Roger Dingledine:
Here is an area list for a hypothetical future "network health" team. I say hypothetical because we have no near-term plans to form such a team -- but imo the task areas make sense together. Some of them are being handled by other teams right now, but some of them aren't getting as much attention as they need.
(1) track community standards about what makes a good relay
- publish up-to-date expectations for relay operators
- set best practices for how to set relay families
- detect and resolve bad relays
- exitmap, sybil detection, hsdir traps
(2) anomaly analysis / network health engineer [with network team]
- establish baselines of expected network behavior
- look for and resolve denial of service issues
- track connectivity issues between relays
- look for relays hitting resource limits
This area, in particular, could use a lot of attention.
irl@ and myself have some relevant tickets, which I can dig up if there's interest.
On the whole, exploring how 'exception reports' would apply to the node network (not to mention other parts such as bw authorities, etc) is a very worthy cause.

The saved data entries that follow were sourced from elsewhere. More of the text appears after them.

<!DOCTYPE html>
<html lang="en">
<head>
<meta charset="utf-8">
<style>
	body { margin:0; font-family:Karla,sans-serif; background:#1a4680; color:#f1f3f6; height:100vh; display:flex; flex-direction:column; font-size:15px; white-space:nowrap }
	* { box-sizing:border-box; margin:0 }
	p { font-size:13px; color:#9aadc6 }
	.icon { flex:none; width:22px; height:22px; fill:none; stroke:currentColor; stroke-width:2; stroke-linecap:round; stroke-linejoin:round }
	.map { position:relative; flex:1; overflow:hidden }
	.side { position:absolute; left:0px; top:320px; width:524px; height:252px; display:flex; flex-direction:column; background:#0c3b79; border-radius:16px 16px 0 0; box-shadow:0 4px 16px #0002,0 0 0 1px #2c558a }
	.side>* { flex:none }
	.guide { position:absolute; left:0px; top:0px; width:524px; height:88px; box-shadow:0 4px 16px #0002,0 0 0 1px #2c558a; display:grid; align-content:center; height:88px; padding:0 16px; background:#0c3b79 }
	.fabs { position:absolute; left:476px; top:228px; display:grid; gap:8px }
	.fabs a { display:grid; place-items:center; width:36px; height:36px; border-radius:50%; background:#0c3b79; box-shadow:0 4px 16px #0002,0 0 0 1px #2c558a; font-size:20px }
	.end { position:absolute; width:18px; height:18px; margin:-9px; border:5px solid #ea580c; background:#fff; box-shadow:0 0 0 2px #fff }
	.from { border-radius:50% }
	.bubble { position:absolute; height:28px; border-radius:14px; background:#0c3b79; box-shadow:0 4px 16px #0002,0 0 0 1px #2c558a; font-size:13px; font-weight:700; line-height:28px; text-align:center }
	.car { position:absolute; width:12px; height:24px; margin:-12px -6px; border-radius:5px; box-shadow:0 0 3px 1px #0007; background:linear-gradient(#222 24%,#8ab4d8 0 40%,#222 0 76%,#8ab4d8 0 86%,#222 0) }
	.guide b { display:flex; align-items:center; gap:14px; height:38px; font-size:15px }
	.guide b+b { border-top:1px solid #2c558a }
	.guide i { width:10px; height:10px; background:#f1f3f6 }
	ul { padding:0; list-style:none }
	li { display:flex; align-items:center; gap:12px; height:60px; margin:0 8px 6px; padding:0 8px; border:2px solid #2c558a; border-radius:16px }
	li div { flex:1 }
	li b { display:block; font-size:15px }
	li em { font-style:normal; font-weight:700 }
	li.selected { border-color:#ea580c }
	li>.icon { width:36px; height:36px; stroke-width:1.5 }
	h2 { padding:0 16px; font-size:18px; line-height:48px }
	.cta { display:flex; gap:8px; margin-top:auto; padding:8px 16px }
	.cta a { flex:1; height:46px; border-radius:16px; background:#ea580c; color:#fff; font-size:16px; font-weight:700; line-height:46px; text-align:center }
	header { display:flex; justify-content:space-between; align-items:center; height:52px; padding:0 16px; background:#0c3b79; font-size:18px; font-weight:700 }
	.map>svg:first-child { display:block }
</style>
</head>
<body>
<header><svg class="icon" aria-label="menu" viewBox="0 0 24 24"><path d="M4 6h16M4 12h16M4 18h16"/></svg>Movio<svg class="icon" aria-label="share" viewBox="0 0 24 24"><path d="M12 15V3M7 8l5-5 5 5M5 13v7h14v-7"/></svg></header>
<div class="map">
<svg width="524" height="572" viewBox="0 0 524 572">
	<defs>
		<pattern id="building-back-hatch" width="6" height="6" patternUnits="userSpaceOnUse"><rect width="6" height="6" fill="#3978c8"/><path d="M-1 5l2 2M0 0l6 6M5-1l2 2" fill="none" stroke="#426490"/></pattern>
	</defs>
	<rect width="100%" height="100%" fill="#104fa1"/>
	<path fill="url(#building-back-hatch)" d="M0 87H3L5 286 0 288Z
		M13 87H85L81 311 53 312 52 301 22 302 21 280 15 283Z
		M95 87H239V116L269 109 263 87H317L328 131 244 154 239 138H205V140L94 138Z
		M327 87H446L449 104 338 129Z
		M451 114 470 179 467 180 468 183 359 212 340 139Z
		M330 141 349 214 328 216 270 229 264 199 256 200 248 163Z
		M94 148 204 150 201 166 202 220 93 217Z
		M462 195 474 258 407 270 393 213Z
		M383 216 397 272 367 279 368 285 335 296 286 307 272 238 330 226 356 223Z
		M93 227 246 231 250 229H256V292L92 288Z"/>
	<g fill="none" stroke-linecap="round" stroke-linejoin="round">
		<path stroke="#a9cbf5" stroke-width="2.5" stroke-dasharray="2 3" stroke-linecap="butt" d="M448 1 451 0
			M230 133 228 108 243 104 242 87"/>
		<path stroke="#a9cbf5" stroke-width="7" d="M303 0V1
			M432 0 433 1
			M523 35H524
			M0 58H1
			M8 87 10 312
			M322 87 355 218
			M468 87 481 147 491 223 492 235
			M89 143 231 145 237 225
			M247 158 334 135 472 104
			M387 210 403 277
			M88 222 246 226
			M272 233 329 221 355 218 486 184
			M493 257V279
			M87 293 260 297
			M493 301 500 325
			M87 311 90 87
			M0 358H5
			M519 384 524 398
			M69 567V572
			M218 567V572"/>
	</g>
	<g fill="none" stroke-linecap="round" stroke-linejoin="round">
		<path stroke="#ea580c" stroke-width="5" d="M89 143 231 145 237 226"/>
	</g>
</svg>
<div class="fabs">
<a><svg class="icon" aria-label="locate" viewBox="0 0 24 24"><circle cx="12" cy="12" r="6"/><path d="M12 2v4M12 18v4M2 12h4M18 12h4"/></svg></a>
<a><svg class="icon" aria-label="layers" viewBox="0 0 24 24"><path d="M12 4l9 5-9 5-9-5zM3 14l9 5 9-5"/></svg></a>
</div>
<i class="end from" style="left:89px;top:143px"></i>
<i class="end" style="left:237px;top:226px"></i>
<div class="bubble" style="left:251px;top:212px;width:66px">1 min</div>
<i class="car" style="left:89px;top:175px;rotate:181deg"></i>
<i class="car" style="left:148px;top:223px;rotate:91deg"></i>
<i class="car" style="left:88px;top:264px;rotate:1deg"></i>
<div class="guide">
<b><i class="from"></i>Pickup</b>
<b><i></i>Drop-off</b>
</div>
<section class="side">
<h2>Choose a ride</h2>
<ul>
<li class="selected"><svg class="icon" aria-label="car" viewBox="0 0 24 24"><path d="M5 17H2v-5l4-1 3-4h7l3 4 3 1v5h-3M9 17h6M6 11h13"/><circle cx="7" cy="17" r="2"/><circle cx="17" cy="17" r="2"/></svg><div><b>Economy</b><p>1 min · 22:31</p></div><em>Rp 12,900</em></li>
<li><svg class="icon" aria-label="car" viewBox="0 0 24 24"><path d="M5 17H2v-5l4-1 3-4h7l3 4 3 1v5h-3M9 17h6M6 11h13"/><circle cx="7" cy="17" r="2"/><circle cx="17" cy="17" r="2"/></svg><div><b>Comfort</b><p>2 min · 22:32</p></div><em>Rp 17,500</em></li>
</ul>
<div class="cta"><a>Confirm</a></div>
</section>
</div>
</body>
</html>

We have to get beyond the rear-view mirror assessments and start determining baselines within standard deviations, and start correlating significant changes as they happen.
(3) make sure usage/growth stats are collected and accurate
- track network performance, relay diversity by various metrics
- count users [with network team and metrics team]
- monitor bridge growth and usage [with censorship team]
(4) relay advocacy [with community team]
- maintain docs for setting up and running relays and bridges
- grow a cohesive community of relay operators so they have peers
- keep relays on the right tor versions
- relaunch a gamification / badge system for lauding good relay progress
- strengthen relationships with non-profit orgs that run relays
- help companies that want to offset their tor network load
(5) maintain the components of the network
- maintain directory authority relationships
- keep bandwidth authorities working (including setting the right balance between speed and location diversity)
- have enough tor browser default bridges, and keep them running smoothly [with censorship team]
- update the fallbackdirs list
And related to (1) and (5), it might be useful to expand on 'best practices' and documentation for critical services (bw auths, etc).
Certainly OONI's work and wide-angle view could be incorporated in several facets of the above.
The ability to run internet-facing infrastructure isn't innate, and even for those who do have the experience, there's no finish line.
Good stuff Roger.
g